Avery Flynn was well known to the officers of Kilgore Police Department. But not because she was bad or anything—at least not to my knowledge.
The reason for her notoriety was that Avery Flynn was a cop’s kid.
A cop’s kid times two.
Her mother, Rhonda Flynn, had been killed while heading home from a shift by a drunk driver. She’d died after two harrowing days on life support.
She would’ve died the first day, but Rhonda had always been a helper. A person of quality and life. And Avery had decided that Rhonda’s viable organs needed to be donated.
It’d taken her twenty-four hours to convince Rader, her father, to donate.
Rhonda had saved eight lives in the following days. Her heart, kidneys, lungs, liver, small bowel, and pancreas had all been donated to seven different people. The heart even to a young man right here in Kilgore, Texas.
A young man who had been the boyfriend of a town mean girl who didn’t like the attention that Avery got from the young man after his surgery. The young girl had then set out to make Avery’s life a living hell before she’d filed a restraining order against her, forcing the girl to stay five hundred feet away from Avery at all times.
Which was tough seeing as they both went to the same high school.
Avery’s father hadn’t been around for the bullying. But it hadn’t mattered.
When Kilgore had lost one of its own, the town had rallied around his only child, making sure that the case was taken on pro bono by the lawyers. Then going even further to attend each and every trial day. Sometimes the judge would look into his courtroom and see more than half of the seats occupied by an officer.
So yes, to say Avery Flynn was loved by the cops of this city would be an understatement.
Which was why I looked at her and immediately dismissed her.
She was a cute girl, but cuteness only got you so far.
And she was still in high school.
So yeah, I was staying very far away from that.
I was so caught up in what I was thinking—Avery to be specific—that I didn’t pay attention to the girl who was no longer sitting on the bed.
I blinked, looking down at the woman—no, teenager—who was staring at me.
She reminded me of one of those nerdy anime chicks. The ones that were fabricated and staged.
She had on a pair of black leggings that fit her shapely legs like a glove. They came to a stop right below her calves, exposing about four inches of milky white skin before her black Chucks with red skulls printed on them came into view.
I had to admit, the skulls were pretty cute. Even if a bit childish.
And why the hell was I having a problem looking away from her ankle bones? Ankle bones weren’t sexy… at least they hadn’t been before Avery.

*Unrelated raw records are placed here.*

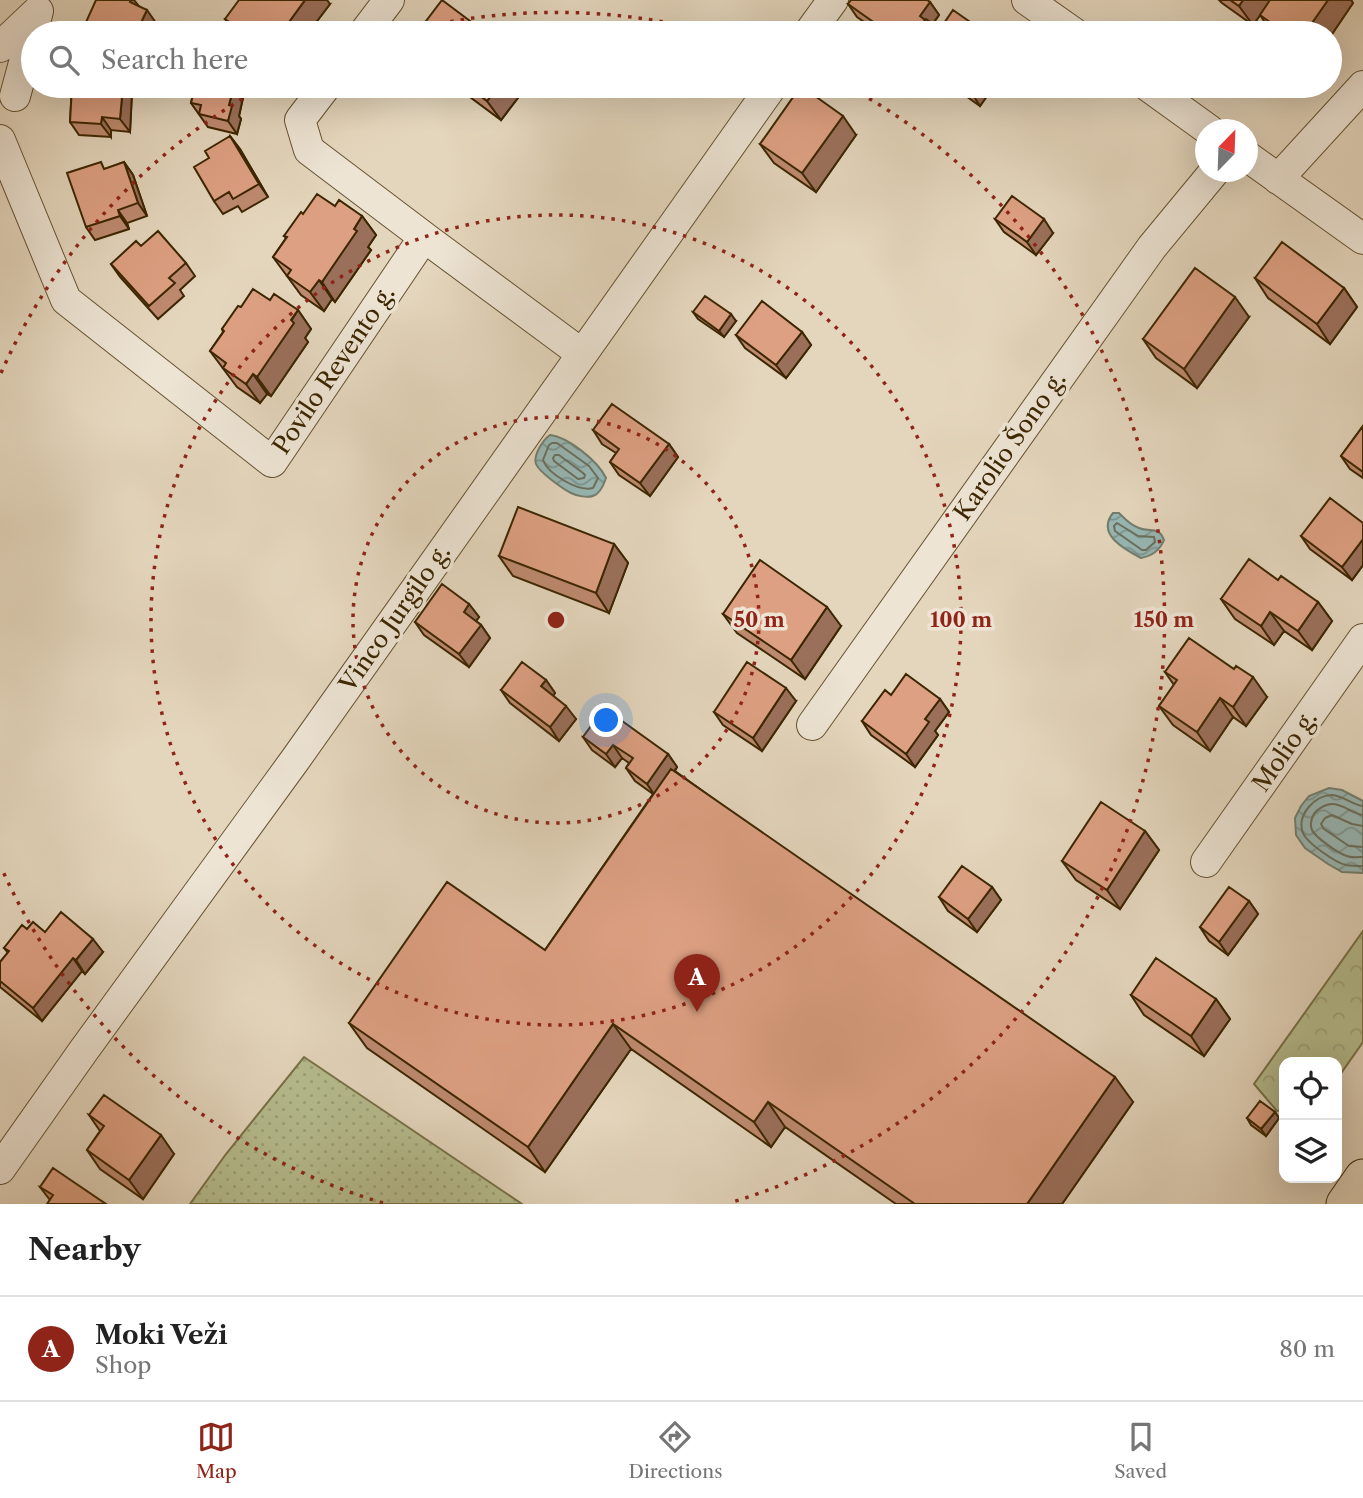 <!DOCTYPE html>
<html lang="en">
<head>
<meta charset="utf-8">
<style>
	:root { --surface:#fff; --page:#f6f6f6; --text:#222; --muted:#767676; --line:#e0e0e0; --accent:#8f2418 }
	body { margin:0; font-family:"Libre Caslon Text",serif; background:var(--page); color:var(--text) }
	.controls { position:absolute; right:21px; bottom:21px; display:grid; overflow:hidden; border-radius:14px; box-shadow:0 7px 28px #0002 }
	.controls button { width:63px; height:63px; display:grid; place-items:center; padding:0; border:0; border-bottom:2px solid var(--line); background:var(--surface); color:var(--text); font:35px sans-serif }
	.compass { position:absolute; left:1195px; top:119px; width:63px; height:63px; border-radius:50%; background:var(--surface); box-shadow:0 7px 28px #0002; rotate:23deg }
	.you { position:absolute; left:607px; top:721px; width:24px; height:24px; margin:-18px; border:5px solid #fff; border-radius:50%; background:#1a73e8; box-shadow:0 0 0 10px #1a73e833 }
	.badge { display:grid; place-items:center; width:46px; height:46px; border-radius:50%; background:var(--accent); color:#fff; font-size:23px; font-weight:700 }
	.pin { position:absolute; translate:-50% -58px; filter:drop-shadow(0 2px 4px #0008) }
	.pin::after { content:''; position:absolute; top:37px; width:24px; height:21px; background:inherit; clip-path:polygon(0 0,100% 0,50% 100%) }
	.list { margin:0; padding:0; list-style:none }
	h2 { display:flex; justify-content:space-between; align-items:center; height:91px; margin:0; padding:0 28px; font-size:30px }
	h2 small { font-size:23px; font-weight:400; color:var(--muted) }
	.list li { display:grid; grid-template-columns:46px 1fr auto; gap:21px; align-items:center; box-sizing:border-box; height:105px; padding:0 28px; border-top:2px solid var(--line) }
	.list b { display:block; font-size:26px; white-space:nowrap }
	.list p { margin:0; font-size:23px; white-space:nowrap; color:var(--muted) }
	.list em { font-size:23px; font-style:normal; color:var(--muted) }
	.icon { flex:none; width:38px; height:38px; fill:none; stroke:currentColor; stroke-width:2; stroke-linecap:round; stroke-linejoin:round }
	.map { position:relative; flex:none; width:1363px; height:1204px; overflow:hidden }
	.search { position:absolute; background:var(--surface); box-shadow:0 7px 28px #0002; left:21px; right:21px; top:21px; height:77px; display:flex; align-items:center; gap:18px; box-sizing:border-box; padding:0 24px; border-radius:38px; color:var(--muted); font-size:26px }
	.sheet { height:196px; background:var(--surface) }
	nav { display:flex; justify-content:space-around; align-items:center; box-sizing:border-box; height:98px; border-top:2px solid var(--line); background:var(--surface); font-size:19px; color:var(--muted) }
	nav a { display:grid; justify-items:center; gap:4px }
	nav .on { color:var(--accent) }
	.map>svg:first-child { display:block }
</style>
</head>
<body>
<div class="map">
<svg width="1363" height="1204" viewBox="0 0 1363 1204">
	<defs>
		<pattern id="grass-dots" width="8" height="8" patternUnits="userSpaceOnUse" patternTransform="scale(1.75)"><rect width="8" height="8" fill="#b6bd8f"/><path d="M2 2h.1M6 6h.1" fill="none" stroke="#9da27a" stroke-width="1.8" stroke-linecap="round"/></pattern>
		<pattern id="forest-crowns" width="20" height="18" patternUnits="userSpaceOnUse" patternTransform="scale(1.75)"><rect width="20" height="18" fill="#b6bd8f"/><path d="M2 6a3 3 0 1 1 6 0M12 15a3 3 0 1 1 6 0" fill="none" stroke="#9da27a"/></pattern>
		<pattern id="water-waves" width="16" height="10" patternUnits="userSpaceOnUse" patternTransform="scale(1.75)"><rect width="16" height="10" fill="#97b8b6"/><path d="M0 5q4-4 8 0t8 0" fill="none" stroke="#7c9592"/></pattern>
	</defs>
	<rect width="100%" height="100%" fill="#e4d6bd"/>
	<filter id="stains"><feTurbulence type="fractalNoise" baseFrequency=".00286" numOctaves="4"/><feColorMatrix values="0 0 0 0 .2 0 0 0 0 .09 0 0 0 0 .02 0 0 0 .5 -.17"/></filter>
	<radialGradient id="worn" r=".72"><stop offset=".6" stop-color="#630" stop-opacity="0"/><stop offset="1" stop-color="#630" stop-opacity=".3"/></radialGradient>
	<!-- grass -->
	<path fill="url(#grass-dots)" stroke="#797248" stroke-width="2" d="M304,1057L522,1204H190L226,1154Z"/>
	<!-- forest -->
	<path fill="url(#forest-crowns)" stroke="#797248" stroke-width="2" d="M1363,931V1042L1337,1079V1062H1284V1110L1277,1111L1254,1084Z"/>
	<!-- water -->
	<path fill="url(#water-waves)" stroke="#737e6e" stroke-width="2" d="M550,435C568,437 598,461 606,478C604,484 600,494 593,496C587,498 577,496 571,493C563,489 539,472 536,464C533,455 543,440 550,435Z
		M1113,513H1119C1125,519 1130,525 1139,528C1150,533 1158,525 1164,540C1160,550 1152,556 1141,558C1124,549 1096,534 1113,513Z
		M1329,788L1342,790L1363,801V873L1342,872L1328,864L1305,848L1296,835L1295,818L1301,806L1309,796Z"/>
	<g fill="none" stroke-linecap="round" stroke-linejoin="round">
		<!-- shore -->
		<path stroke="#6a6f5c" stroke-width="2" d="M552,443H557L589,466L598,478L593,488C578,492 548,474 543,460L549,445Z
			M555,455H559L583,473L585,475L584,478L578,479L554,461L553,458Z
			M1117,523L1138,536L1154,537L1155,542L1146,550H1142L1115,531L1114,526Z
			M1363,806C1352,805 1344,796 1332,795C1315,795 1296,815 1303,833C1307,843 1336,863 1346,865C1352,866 1358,866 1363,866
			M1363,815C1352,814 1344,804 1332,804C1326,804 1317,809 1314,814C1311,819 1310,825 1312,830C1315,837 1339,854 1347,856C1351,858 1358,857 1363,857
			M1363,826L1352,824L1332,815L1325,818L1321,824L1324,829L1349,846L1363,847"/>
		<!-- minor casing -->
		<g stroke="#665230" stroke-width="32">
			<path id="minor" d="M1027,0L1074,33
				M364,33L389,0
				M809,33L833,0
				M0,47L38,11
				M1148,86L1209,130
				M15,96L38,11
				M0,140L66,300L272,462L424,237L309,150L300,120L326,86
				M1248,157L1363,239
				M1278,179L1363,86
				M424,237L582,354
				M812,725L1152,247L1214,172
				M1206,862L1363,639
				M0,1169L84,1050L295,760L772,86"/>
		</g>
		<!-- major casing -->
		<g stroke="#3c2601" stroke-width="39">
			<path id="major" d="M1345,1204L1363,1178"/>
		</g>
		<!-- minor -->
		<use href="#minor" stroke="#ede4d4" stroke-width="30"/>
		<!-- major -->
		<use href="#major" stroke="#e4d6bd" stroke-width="37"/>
	</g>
	<!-- wall -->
	<path fill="#be8a70" stroke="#3c2601" stroke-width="2" d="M1219,0H1351L1353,3L1330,37V33H1272L1260,15L1253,25L1222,3Z
		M930,2L939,15L933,24L940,29L973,24L980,33H880L857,17L848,4Z
		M330,4L308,33H235L225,19Z
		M72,86H128L132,92L130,132L111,130V137L79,135L70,122Z
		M195,86H249L247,94L244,93L239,116L241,119L237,134L208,127L191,103Z
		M455,86H527L501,120Z
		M952,86H994L980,106Z
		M856,135L816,192L774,163L760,144Z
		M230,136L240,149L268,197L242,212L238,206L223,214L214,201Z
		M124,162L133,175L147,216L127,223L129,229L95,240L86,227L106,169Z
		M335,206L362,216L376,235L368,247L371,250L335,302L332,299L324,311L301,295L273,257L286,238L284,236Z
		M995,219L1053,233L1036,255L1004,232Z
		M141,246L186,263L195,276L180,290L184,296L158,319L120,277L111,264Z
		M1255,278L1344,288L1357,307L1330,344L1268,298Z
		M270,300L298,310L311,329L305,338L308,342L271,396L267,394L260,403L237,387L210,351L223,332L222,329L241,307Z
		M693,312L736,321L724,337L698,319Z
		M1249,317L1197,388L1156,358L1143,339Z
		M802,332L811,345L786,378L745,348L736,335Z
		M1363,426V478L1350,469L1341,456Z
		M593,430L669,444L678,457L650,496L619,475L610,462L616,453L602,444Z
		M1363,523V565L1352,580L1310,549L1301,536Z
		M614,544L628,563L609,613L513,576L499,556Z
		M1278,580L1318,602L1332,621L1312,650L1284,631L1274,645L1235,619L1221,599Z
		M469,604L479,617L476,621L481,625L490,638L469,667L424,635L415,622Z
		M723,614L841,626L805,679L737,633Z
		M1165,672L1267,697L1246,726L1233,717L1210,751L1173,725L1159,706L1174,685Z
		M546,680L555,693L553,696L576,719L559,741L510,703L501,690Z
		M940,699L949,712L935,731L938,735L915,767L871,735L862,721Z
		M796,701L762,751L723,725L714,712Z
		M583,737L668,754L677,767L675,771L1133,1102L1062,1204H896L785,1127L771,1147L631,1049L545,1172L367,1048L349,1023L545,950L653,794L635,781L626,768L629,763L622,758L615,767L592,750Z
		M1145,831L1159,850L1120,909L1076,880L1062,861Z
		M992,887L1001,900L977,932L948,911L939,897Z
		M1249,901L1258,914L1228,955L1209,941L1200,927Z
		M27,929L45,932L103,952L85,974L82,971L42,1021L0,987V962L8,953L4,948Z
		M1131,995L1216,999L1230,1019L1204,1056L1144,1015Z
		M1275,1112L1279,1118L1266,1136L1251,1125L1247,1118Z
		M89,1115L174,1154L143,1199L100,1169L87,1150L100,1131Z
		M40,1187L106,1204L50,1200Z"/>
	<!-- shaded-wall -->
	<path fill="#9b705b" stroke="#3c2601" stroke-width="2" d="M131,0H134L142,10L130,2Z
		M305,0H327L330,4L308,33H281Z
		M1243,0H1271L1253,25L1239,6Z
		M1328,0H1351L1353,3L1330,37V33H1305Z
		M930,2L939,15L930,27L920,16Z
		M147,10L156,23L152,33H136Z
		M973,24L980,33H973L970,29Z
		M123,86H128L132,92L130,132L120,119Z
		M234,86H239L244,93L239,116L241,119L237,134L228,121L229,105Z
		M241,86H249L247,94Z
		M499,86H527L501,120L487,101Z
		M967,86H994L980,106Z
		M843,116L856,135L816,192L802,173Z
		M102,117L111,130V137L101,124Z
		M230,136L240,149L268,197L259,184Z
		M124,162L133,175L147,216L138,203Z
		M118,210L127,223L129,229L120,216Z
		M362,216L376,235L368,247L371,250L335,302L322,282Z
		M1044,219L1053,233L1036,255L1027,242Z
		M319,280L332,299L324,311L310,292Z
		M1344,288L1357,307L1330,344L1317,324Z
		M1235,297L1249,317L1197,388L1184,369Z
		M298,310L311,329L305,338L308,342L271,396L257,377Z
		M731,314L736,321L724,337L719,331Z
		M802,332L811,345L786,378L776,365Z
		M253,374L267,394L260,403L246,384Z
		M669,444L678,457L650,496L640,483Z
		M1363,539V565L1352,580L1342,567Z
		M614,544L628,563L609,613L596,593Z
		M1318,602L1332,621L1312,650L1298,631Z
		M469,604L479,617L473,625L464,612Z
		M827,607L841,626L805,679L791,660Z
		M1270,612L1284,631L1274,645L1261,626Z
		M481,625L490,638L469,667L459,654Z
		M1253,677L1267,697L1246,726L1233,707Z
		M546,680L555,693L550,700L541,686Z
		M786,688L796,701L762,751L753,738Z
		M1220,698L1233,717L1210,751L1197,732Z
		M940,699L949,712L935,731L938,735L915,767L906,754L925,719Z
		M566,706L576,719L559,741L550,727Z
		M613,745L622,758L615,767L606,754Z
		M668,754L677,767L656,797L647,784Z
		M1145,831L1159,850L1120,909L1107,890Z
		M992,887L1001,900L977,932L968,919Z
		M1249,901L1258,914L1228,955L1219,942Z
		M93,939L103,952L85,974L76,960Z
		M73,958L82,971L42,1021L33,1008Z
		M1216,999L1230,1019L1204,1056L1191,1036Z
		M613,1024L631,1049L545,1172L528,1147Z
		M1115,1077L1133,1102L1062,1204H1027Z
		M768,1102L785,1127L771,1147L754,1122Z
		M1275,1112L1279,1118L1266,1136L1261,1129Z
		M161,1135L174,1154L143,1199L129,1180Z"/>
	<!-- building -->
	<path fill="#dda082" stroke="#3c2601" stroke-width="2" d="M96,0H131L130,2L147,10L136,33H86L82,31Z
		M239,0H305L281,33H245L225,19Z
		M442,0L486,33H417Z
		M851,0H927L930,2L920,16L925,20L915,33H889L848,4Z
		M1230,0H1243L1239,6Z
		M1270,0H1328L1305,33H1285L1260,15Z
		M953,10L973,24L970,29L976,33H915L926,19L940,29Z
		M72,86H123L120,119L102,117L101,124L70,122Z
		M195,86H234L229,105L232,106L228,121L199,114L201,105L191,103Z
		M467,86H499L487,101Z
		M801,86L843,116L802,173L760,144Z
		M230,136L259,184L233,199L229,192L214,201L194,167L209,158L205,151Z
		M101,162L104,169L124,162L138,203L118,210L120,216L86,227L67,173Z
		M317,194L335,206L339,200L362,216L354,229L357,231L322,282L319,280L310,292L287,276L291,270L273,257L287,237L284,236L301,212L303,214Z
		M1012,196L1044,219L1027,242L995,219Z
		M158,231L186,263L169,278L175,283L149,306L111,264L136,241L141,246Z
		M1282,242L1344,288L1317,324L1255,278Z
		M1195,268L1235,297L1184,369L1143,339Z
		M253,289L270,300L274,294L298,310L291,320L294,323L257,377L253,374L246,384L223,368L226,363L210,351L224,331L222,329L238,306L241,307Z
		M705,296L731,314L719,331L693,312Z
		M762,301L802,332L776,365L736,335Z
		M612,404L669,444L640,483L610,462L619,449L593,430Z
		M1363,426V472L1341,456Z
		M1330,498L1363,523V539L1342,567L1301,536Z
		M518,507L614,544L596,593L499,556Z
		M1249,559L1278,580L1281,576L1318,602L1298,631L1270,612L1261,626L1221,599Z
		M760,560L827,607L791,660L723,614Z
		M442,584L469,604L464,612L481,625L459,654L415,622Z
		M1189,638L1234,669L1236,666L1253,677L1233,707L1220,698L1197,732L1159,706L1177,680L1165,672Z
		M522,662L546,680L541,686L566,706L550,727L501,690Z
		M747,662L786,688L753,738L714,712Z
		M906,674L940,699L925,719L929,722L906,754L862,721L885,690L891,695Z
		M604,708L668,754L647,784L626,768L633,758L613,745L606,754L583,737Z
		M671,769L1115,1077L1027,1204H915L768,1102L754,1122L613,1024L528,1147L349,1023L447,882L545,950Z
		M1101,802L1145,831L1107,890L1062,861Z
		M962,866L992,887L968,919L939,897Z
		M1229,887L1249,901L1219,942L1200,927Z
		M61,912L93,939L76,960L73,958L33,1008L0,981V962L9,951L4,948L22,925L27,929L33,922L45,932Z
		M1156,958L1216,999L1191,1036L1131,995Z
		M104,1095L161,1135L129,1180L87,1150L104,1126L89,1115Z
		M1260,1101L1275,1112L1261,1129L1247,1118Z
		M53,1168L106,1204H47L53,1195L40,1187Z"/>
	<!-- distance rings -->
	<g fill="none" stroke="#8f2418" stroke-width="3.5" stroke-dasharray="3.5 7">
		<circle cx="556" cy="620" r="203"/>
		<circle cx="556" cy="620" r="405"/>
		<path d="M383 1203A608 608 0 0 1 1 867M1 373A608 608 0 0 1 261 88M399 33A608 608 0 0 1 713 33M851 88A608 608 0 0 1 729 1203"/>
	</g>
	<g text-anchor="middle" stroke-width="7" stroke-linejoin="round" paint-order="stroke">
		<!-- street labels -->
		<g font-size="24" fill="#3c2601" stroke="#ede4d4">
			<text transform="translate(334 370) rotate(-56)" y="8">Povilo Revento g.</text>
			<text transform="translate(1010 446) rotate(-55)" y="8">Karolio Šono g.</text>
			<text transform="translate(395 618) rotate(-55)" y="8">Vinco Jurgilo g.</text>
			<text transform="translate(1285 751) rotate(-55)" y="8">Molio g.</text>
		</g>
	</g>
	<circle cx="556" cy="620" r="10" fill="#8f2418" stroke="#ede4d4" stroke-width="3.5"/>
	<g font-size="21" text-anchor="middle" font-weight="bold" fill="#8f2418" stroke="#ede4d4" stroke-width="7" stroke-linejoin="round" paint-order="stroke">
		<text x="759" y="627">50 m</text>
		<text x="961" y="627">100 m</text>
		<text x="1164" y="627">150 m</text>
	</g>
	<rect width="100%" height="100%" filter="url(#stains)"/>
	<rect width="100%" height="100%" fill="url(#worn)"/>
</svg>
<div class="controls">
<button><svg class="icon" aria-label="locate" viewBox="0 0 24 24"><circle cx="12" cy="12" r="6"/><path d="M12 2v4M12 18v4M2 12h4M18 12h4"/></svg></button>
<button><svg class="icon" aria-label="layers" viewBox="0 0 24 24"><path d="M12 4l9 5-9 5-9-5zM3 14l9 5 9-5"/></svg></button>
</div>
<svg class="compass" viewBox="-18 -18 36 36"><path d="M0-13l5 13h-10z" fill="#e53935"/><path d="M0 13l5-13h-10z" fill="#767676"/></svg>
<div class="you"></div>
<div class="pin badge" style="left:697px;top:1012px">A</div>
<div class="search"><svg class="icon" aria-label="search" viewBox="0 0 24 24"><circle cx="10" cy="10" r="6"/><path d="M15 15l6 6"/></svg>Search here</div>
</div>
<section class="sheet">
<h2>Nearby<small></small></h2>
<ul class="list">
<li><span class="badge">A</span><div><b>Moki Veži</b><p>Shop</p></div><em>80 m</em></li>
</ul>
</section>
<nav>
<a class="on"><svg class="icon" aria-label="map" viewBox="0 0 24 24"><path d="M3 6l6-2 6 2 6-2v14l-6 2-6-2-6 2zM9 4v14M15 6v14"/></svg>Map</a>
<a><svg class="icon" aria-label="directions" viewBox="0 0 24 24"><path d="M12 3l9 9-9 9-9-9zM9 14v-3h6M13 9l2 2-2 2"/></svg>Directions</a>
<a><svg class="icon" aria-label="saved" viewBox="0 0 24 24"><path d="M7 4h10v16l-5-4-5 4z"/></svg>Saved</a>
</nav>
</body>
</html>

“I’m thinking we’ll go outside to the cruiser for your shoot,” she said, startling me out of the contemplation of her ankle bones.
I reluctantly slipped my way back up her body, pausing slightly on her t-shirt.
It was black like her leggings but had bold white lettering that said ‘Klingon Captain’ on it.
The shirt was so fucking baggy that I couldn’t make out a single thing.
Not the shape of her waist, or the curve of her breasts. Hell, I could almost make out her collarbone, though. Her shirt was very nearly hanging off of one shoulder. But her long, thick black hair was blocking it from my view.